Go through the data below. Pull out every line that has the word "white".

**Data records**
_ _ _ _

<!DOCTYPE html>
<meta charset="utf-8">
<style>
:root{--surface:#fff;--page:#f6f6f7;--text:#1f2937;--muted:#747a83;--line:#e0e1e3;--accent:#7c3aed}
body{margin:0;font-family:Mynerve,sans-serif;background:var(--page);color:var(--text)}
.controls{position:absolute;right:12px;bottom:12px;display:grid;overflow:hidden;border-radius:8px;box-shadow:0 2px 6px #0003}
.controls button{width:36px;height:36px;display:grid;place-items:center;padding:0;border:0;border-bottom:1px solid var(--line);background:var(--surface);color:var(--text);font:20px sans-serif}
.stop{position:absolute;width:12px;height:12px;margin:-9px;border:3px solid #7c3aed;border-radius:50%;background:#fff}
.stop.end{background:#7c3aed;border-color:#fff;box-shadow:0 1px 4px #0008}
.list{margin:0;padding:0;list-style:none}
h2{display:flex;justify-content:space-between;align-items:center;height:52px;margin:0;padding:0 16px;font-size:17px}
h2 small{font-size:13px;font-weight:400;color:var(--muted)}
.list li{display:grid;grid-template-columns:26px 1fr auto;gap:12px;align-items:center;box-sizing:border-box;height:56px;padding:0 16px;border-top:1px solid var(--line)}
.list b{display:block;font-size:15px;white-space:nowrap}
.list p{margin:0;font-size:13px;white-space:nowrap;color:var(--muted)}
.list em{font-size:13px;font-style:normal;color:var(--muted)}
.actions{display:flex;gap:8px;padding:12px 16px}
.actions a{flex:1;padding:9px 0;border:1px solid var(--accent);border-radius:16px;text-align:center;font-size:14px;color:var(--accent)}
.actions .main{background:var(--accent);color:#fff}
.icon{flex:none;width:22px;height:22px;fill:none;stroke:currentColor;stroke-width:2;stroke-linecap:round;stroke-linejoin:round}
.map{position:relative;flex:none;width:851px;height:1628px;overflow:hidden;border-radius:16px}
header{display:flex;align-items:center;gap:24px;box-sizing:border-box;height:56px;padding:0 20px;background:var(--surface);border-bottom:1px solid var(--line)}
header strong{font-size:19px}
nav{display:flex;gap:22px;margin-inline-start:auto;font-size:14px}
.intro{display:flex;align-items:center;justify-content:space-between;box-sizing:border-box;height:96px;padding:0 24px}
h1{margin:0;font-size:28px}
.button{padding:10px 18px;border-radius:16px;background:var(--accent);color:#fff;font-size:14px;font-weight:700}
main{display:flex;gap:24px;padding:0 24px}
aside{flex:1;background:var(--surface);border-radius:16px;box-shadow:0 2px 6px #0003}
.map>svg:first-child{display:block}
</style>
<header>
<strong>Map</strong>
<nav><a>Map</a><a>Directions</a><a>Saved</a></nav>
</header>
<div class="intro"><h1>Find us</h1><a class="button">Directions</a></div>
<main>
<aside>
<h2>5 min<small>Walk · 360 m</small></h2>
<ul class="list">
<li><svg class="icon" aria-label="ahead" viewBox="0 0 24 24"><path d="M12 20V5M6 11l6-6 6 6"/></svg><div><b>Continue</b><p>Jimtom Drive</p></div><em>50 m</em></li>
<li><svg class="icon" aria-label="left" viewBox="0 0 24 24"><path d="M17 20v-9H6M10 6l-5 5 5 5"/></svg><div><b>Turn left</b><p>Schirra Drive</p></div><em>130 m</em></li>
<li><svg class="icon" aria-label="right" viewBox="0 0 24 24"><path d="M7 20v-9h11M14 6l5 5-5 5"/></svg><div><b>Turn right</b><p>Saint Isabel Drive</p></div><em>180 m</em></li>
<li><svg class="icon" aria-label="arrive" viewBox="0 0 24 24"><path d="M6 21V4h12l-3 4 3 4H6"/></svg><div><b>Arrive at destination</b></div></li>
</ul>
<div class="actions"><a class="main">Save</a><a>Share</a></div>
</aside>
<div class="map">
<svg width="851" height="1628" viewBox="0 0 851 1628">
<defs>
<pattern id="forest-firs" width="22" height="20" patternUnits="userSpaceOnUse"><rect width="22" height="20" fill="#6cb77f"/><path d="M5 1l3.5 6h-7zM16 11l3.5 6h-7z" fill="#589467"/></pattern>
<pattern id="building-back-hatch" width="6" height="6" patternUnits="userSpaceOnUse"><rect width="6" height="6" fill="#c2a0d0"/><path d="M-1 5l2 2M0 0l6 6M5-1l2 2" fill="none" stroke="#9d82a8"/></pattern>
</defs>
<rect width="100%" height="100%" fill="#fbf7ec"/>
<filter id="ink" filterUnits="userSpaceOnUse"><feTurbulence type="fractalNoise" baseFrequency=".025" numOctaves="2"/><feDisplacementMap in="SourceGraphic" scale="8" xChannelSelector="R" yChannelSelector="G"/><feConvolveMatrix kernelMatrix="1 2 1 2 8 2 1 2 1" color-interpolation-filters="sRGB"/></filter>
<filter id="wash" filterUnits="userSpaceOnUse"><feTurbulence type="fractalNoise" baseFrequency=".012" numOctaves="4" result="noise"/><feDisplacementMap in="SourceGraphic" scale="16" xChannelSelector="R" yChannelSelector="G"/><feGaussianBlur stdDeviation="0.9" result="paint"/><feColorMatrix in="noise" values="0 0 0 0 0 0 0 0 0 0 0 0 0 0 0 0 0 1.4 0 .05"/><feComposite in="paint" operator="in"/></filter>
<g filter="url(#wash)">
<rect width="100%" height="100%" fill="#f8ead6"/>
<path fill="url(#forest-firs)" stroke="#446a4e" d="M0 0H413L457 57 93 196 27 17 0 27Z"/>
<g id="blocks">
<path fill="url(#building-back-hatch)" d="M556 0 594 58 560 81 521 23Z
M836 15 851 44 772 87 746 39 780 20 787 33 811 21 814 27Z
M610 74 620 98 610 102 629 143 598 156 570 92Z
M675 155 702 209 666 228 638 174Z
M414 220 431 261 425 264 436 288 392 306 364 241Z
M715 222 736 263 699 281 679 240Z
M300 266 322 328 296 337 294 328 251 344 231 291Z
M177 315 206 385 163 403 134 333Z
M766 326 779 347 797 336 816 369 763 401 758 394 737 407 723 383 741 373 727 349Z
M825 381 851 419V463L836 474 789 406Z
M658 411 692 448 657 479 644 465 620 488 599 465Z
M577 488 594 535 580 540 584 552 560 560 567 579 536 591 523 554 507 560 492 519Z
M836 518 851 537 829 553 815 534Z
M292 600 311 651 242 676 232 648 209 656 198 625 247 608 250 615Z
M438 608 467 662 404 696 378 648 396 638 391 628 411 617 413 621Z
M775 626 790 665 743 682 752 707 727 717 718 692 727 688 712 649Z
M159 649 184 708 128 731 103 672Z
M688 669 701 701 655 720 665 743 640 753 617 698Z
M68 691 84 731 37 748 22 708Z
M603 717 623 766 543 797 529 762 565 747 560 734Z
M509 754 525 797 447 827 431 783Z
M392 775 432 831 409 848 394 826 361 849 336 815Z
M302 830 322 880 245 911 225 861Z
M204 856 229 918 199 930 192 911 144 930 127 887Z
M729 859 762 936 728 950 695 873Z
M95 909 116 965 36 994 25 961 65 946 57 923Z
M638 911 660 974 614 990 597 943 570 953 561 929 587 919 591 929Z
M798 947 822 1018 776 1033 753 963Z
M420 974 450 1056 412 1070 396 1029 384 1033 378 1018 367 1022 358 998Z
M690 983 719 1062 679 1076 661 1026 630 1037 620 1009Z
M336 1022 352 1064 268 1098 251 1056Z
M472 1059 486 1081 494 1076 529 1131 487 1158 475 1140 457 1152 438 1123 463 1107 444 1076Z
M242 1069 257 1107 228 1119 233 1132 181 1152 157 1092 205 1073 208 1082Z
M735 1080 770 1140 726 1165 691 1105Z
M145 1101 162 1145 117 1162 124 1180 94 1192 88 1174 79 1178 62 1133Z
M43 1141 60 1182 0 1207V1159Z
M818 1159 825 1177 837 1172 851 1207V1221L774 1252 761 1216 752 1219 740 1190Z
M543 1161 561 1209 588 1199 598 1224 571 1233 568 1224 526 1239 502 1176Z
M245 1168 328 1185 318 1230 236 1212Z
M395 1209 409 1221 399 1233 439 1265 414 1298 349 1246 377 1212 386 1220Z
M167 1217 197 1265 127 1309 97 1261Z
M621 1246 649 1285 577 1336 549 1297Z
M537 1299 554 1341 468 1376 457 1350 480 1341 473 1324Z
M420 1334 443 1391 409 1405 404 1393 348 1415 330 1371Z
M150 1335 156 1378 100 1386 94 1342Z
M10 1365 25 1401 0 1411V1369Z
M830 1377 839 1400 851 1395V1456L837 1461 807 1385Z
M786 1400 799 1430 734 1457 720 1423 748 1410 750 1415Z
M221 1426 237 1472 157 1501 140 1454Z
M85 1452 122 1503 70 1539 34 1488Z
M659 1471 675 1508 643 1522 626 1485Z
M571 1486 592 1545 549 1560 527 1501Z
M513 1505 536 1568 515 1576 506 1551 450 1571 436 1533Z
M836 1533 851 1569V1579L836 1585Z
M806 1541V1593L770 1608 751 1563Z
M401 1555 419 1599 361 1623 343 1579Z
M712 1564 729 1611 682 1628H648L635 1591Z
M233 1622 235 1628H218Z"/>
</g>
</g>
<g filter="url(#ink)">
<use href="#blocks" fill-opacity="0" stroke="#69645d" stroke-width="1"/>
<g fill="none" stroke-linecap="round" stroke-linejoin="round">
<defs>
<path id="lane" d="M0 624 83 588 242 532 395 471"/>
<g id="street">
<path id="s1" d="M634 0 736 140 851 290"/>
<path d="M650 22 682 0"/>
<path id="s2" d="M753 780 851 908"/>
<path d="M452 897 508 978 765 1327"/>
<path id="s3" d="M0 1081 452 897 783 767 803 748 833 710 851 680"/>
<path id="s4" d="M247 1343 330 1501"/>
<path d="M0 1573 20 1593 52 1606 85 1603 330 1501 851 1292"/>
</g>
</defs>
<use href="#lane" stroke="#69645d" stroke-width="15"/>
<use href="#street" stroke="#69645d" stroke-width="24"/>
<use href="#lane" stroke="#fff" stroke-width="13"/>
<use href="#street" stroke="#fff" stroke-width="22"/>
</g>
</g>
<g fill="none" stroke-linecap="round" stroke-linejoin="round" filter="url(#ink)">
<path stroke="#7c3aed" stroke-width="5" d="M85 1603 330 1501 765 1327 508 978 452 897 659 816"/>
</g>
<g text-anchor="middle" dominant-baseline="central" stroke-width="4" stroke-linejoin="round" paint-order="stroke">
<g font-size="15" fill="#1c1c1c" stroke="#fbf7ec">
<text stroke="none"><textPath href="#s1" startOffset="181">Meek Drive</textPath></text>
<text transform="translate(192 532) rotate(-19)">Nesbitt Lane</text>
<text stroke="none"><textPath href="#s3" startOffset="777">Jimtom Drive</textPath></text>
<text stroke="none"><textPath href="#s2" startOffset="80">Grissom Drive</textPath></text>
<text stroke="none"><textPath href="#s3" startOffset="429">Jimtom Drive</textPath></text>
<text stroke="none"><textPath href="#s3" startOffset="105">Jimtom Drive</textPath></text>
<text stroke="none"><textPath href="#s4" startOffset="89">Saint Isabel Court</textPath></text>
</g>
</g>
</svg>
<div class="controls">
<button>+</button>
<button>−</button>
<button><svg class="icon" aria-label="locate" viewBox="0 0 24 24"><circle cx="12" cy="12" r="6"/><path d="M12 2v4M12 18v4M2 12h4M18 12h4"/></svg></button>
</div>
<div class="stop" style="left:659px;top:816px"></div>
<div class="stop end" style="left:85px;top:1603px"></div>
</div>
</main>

_ _ _ _

**Reply**
.list b{display:block;font-size:15px;white-space:nowrap}
.list p{margin:0;font-size:13px;white-space:nowrap;color:var(--muted)}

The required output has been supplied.